Quote:Original post by Sneftel
The whole point of an entity system is a flat mix-in-based collaboration structure, which your design doesn't support.

It's a bit hard to say what "the whole point" is... I'd say it's to make defining new entities and game-play code quick and easy through the creation of new data... Others might place the focus on the performance benefits of data-oriented design...

Quote:If components can't find or talk to other components of the same entity, what's the point of considering them as "components" at all?

As shown in my modified example, component names can be used to make communication simple (e.g. chassis.body fetches a RigidBodyComponent from a PysicalComponent). The usual GetComponent<RenderComponent>() can also be implemented (returning a list, gathered recursively though child component-groups), so the fetch-by-name paradigm is supplementary to the traditional fetch-by-type paradigm.

Thank you all for your replies! So your basic concern with my approach is the confusion caused by hierarchies.

But what exactly is the difference between my approach..


Hodgman's..


and WebJeff's?


In the end, there's a transformation which has to be applied to one or several components. With Hodgman's solution, this transformation would be controlled by a seperate component (AxleJointComponent) but I don't see how that's less complicated than my approach; with WebJeff's solution, the dependence is completely hidden in Vehicle4WheelComp/WheelComp.

Don't get me wrong, I appreciate your feedback and I'm sure your systems work great, I just want to understand how and why they work better than a system based on my approach could/would.

I modeled mine around the way that physics middleware works (in my experience). Usually you don't set up hierarchies of objects, you just create joints/constraints between them.
Furthermore, if the physics middleware is controlling the transformation of your scene's objects, then having a separate transformation-hierarchy in your graphical representation isn't very useful (another reason why traditional scene-graphs aren't very popular any more). Hence I've hooked it up so that the output from the physics-scene can be copied across to the graphics scene without there being any "transformation hierarchy" to be kept in sync.

So I'm arguing against the need for "transformation hierarchies" in particular.

I think Sneftel is arguing against the need for component hierarchies of any sort.

@Zipster - data-defined components (aka 'entity templates') go into a factory just like 'native' components do.

entity is a componententity has many componentsentity template is a component descriptorentity template has many component descriptorsfactory creates entities from entity templates

Native components register their constructors with the factory, so data files can pass fixed data (like sibling relationships) to them. Entity templates can also define 'data-driven constructors', which take arbitrary arguments and forward them on to child-component constructors. This whole registering constructors thing turned out pretty complex though, sometimes I wonder if I shouldn't have just used a map<string,string> constructor for everything, or implemented the templates/factory in Lua, etc ;)

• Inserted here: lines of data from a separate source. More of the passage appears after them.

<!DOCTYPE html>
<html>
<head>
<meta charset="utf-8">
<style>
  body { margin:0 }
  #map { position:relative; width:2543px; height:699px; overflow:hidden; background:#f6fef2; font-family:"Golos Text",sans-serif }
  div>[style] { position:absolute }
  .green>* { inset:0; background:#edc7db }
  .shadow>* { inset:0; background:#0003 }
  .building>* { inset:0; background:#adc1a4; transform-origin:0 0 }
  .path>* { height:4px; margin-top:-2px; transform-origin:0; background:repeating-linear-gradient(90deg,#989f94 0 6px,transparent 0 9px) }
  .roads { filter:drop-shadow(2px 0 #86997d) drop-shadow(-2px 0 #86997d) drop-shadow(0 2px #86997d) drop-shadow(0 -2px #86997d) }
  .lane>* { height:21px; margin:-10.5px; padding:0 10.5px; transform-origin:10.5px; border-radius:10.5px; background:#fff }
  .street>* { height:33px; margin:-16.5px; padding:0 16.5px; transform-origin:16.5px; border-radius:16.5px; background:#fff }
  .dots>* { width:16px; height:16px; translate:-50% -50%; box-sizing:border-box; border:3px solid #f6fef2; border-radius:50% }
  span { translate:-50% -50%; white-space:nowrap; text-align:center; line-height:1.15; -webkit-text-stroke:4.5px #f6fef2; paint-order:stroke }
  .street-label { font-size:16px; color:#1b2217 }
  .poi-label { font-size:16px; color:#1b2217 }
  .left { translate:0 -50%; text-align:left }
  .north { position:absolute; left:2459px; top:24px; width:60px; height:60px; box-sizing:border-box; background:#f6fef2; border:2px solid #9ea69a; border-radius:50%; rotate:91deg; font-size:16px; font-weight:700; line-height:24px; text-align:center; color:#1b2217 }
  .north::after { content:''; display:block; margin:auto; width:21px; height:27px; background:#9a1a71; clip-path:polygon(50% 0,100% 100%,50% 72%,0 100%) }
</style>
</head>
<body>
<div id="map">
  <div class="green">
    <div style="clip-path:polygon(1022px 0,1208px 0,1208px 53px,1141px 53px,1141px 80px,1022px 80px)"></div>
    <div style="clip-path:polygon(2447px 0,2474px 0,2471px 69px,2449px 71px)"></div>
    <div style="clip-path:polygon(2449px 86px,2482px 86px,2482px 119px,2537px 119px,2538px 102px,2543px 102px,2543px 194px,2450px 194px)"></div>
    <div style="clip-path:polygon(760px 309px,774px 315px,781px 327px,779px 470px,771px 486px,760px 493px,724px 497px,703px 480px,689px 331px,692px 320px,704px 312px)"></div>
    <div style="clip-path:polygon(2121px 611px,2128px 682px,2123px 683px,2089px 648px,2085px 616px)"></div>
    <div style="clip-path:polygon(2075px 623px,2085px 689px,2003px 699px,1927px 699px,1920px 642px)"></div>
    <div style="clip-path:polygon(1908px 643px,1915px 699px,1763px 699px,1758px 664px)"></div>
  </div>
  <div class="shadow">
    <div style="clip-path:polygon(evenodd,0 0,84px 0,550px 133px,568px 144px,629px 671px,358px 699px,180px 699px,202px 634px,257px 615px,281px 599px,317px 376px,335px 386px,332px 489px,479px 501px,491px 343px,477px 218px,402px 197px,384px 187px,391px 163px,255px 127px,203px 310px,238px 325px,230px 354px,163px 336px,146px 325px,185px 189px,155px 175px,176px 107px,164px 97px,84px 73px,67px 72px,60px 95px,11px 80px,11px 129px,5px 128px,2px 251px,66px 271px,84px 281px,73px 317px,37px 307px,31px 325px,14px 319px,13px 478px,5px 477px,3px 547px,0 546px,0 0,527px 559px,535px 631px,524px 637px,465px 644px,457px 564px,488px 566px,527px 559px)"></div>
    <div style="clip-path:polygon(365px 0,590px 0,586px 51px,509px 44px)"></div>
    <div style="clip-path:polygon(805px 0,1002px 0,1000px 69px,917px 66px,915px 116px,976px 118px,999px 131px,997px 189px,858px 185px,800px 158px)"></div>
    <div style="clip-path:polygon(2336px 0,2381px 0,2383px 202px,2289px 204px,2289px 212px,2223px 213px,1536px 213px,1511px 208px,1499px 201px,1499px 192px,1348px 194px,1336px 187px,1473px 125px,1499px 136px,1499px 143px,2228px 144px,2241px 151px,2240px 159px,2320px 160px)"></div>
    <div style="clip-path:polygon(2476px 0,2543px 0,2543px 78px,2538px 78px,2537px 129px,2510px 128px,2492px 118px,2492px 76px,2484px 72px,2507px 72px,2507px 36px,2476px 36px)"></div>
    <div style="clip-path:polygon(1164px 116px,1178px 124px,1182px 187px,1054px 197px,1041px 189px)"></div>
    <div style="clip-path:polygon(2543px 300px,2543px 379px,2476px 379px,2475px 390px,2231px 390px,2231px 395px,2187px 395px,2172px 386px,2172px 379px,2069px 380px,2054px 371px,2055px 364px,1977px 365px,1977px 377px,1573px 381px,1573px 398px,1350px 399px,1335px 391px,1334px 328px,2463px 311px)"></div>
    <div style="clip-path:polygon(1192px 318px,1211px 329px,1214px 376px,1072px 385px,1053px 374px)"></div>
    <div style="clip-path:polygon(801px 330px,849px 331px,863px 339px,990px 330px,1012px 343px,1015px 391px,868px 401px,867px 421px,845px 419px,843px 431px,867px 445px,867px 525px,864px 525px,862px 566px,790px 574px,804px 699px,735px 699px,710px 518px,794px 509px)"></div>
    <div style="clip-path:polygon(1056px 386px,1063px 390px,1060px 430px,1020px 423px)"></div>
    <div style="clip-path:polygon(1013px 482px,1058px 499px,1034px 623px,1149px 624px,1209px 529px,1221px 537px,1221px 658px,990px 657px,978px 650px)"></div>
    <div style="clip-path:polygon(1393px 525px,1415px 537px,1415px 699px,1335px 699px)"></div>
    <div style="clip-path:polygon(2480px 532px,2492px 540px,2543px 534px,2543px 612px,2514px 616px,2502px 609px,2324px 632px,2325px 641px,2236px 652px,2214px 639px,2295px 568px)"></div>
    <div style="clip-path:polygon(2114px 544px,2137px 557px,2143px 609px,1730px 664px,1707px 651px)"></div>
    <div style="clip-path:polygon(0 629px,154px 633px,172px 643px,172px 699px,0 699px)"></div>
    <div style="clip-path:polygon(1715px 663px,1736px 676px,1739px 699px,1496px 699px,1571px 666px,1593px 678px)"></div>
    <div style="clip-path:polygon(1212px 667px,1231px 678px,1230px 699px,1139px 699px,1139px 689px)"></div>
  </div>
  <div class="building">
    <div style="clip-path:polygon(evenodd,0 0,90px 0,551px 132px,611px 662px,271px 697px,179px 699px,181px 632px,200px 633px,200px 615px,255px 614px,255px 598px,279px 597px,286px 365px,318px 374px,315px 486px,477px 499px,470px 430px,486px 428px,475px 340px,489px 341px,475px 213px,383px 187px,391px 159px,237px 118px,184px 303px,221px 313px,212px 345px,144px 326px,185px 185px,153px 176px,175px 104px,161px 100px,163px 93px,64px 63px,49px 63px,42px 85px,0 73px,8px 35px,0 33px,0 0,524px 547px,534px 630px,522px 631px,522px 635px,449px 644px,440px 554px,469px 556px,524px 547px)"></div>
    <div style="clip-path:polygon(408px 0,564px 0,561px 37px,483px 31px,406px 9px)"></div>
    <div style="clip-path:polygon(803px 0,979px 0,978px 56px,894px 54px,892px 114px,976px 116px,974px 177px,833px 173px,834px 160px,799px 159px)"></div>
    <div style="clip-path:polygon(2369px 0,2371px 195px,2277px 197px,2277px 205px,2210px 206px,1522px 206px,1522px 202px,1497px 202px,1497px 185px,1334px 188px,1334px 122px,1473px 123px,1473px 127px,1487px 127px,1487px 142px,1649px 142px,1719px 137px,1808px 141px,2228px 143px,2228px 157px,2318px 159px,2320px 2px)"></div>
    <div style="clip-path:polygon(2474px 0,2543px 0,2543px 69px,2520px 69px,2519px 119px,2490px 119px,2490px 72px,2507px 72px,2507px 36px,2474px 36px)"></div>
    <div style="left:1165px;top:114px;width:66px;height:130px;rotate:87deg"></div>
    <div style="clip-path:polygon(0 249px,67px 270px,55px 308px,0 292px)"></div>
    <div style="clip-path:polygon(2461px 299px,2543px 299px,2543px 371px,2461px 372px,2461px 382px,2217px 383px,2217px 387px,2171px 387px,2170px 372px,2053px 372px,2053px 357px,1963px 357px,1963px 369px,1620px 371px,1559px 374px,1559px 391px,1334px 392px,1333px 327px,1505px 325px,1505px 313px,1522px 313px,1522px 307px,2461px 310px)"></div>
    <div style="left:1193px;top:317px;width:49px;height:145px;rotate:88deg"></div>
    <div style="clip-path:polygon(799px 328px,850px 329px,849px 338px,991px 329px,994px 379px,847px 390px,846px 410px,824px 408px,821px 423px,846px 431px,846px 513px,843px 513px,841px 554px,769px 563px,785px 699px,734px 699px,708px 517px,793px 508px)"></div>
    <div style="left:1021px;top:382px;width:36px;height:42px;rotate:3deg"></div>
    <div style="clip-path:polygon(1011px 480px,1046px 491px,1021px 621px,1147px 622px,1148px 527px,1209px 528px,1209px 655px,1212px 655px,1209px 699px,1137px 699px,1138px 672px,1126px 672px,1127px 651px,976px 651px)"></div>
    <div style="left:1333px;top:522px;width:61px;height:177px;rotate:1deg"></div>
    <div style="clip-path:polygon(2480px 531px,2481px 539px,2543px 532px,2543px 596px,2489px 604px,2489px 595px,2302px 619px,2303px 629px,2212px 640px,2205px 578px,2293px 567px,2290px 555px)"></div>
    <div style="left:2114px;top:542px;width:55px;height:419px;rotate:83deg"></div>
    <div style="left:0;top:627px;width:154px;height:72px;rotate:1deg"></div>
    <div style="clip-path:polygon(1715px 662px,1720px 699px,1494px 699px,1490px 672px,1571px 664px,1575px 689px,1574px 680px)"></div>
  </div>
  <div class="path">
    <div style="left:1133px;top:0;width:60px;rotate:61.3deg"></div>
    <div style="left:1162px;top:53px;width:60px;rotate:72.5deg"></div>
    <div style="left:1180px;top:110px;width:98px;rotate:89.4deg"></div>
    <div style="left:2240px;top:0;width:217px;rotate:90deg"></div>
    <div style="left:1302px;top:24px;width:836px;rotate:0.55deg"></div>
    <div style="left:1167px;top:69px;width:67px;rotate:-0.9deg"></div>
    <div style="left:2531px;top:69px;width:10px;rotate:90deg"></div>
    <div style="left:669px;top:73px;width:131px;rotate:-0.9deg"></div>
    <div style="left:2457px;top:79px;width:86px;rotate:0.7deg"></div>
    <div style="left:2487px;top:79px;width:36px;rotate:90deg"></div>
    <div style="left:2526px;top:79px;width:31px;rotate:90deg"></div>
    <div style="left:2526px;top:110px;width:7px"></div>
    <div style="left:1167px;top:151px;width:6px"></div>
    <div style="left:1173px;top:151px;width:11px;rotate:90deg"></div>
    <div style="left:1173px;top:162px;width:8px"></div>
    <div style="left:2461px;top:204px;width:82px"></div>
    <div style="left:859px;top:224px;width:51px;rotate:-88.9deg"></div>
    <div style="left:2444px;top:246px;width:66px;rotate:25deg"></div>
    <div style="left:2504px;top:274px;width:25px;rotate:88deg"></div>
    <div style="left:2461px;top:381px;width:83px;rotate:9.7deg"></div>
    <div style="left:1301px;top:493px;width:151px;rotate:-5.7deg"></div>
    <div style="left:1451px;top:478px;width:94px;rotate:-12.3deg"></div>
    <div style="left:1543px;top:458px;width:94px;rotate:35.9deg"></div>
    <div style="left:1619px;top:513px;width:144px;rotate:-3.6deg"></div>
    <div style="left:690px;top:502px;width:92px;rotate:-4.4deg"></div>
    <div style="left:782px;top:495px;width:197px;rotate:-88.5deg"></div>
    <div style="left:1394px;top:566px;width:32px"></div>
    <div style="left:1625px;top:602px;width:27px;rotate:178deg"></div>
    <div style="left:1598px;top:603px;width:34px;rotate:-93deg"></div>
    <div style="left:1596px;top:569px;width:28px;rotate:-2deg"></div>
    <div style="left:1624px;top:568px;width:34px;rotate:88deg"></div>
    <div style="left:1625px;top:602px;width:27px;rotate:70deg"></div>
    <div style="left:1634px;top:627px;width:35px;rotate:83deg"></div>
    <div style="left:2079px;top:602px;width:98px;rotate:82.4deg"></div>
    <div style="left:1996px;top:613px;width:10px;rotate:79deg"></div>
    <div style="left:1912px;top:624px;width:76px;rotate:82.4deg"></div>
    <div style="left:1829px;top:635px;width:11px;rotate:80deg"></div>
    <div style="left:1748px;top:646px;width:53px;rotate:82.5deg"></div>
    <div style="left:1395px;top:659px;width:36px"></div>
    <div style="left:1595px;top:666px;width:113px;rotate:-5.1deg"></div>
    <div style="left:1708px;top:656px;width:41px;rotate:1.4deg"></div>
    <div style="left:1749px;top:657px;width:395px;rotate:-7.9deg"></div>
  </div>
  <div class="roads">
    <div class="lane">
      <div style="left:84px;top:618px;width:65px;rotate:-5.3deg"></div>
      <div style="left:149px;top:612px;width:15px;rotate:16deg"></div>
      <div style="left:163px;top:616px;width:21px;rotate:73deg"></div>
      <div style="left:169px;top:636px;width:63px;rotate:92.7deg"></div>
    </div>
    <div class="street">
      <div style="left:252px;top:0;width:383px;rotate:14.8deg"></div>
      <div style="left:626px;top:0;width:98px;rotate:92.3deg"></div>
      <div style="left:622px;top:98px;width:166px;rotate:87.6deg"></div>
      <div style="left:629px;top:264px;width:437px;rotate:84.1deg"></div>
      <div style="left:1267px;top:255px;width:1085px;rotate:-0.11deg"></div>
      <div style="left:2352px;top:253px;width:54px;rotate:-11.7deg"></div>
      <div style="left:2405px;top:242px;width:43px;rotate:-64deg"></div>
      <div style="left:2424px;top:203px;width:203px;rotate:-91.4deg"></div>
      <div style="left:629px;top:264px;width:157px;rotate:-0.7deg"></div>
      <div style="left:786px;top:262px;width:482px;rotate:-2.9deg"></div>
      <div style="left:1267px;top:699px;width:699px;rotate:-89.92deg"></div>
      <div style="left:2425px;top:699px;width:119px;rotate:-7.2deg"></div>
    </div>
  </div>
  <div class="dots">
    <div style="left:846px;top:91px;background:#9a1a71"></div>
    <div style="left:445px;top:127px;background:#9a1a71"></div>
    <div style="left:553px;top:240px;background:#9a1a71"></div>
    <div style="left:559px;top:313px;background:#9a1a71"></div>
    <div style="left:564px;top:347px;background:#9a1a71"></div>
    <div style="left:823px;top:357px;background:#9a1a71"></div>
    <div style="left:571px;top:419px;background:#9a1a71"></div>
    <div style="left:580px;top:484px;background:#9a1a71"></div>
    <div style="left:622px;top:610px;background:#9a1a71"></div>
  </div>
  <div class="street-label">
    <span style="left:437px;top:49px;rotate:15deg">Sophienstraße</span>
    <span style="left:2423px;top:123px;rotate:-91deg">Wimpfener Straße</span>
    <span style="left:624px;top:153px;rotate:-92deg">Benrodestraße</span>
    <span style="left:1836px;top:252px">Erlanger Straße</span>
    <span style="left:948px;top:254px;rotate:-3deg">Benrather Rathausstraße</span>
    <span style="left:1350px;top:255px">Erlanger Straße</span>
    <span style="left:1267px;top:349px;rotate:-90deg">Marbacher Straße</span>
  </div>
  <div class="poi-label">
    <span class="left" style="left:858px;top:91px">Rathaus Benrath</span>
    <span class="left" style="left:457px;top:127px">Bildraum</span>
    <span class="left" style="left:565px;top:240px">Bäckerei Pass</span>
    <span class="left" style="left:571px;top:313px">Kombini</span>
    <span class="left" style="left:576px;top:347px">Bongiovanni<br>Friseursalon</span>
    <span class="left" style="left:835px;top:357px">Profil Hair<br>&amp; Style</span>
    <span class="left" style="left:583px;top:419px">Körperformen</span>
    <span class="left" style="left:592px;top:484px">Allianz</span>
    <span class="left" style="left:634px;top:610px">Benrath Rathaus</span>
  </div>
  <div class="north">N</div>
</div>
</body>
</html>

Actually, we've discussed it before and you gave me the phrase "composition system" to differentiate it from the type of system Sneftel is describing ;)

[Edited by - Hodgman on July 13, 2010 6:53:15 AM]

Quote:Original post by Hodgman
I modeled mine around the way that physics middleware works (in my experience). Usually you don't set up hierarchies of objects, you just create joints/constraints between them.

Ok, that is a convincing argument.

Now let's say I wanted to add a particle system to the car's exhaust pipe or spot lights at the front - would you solve that using joints as well?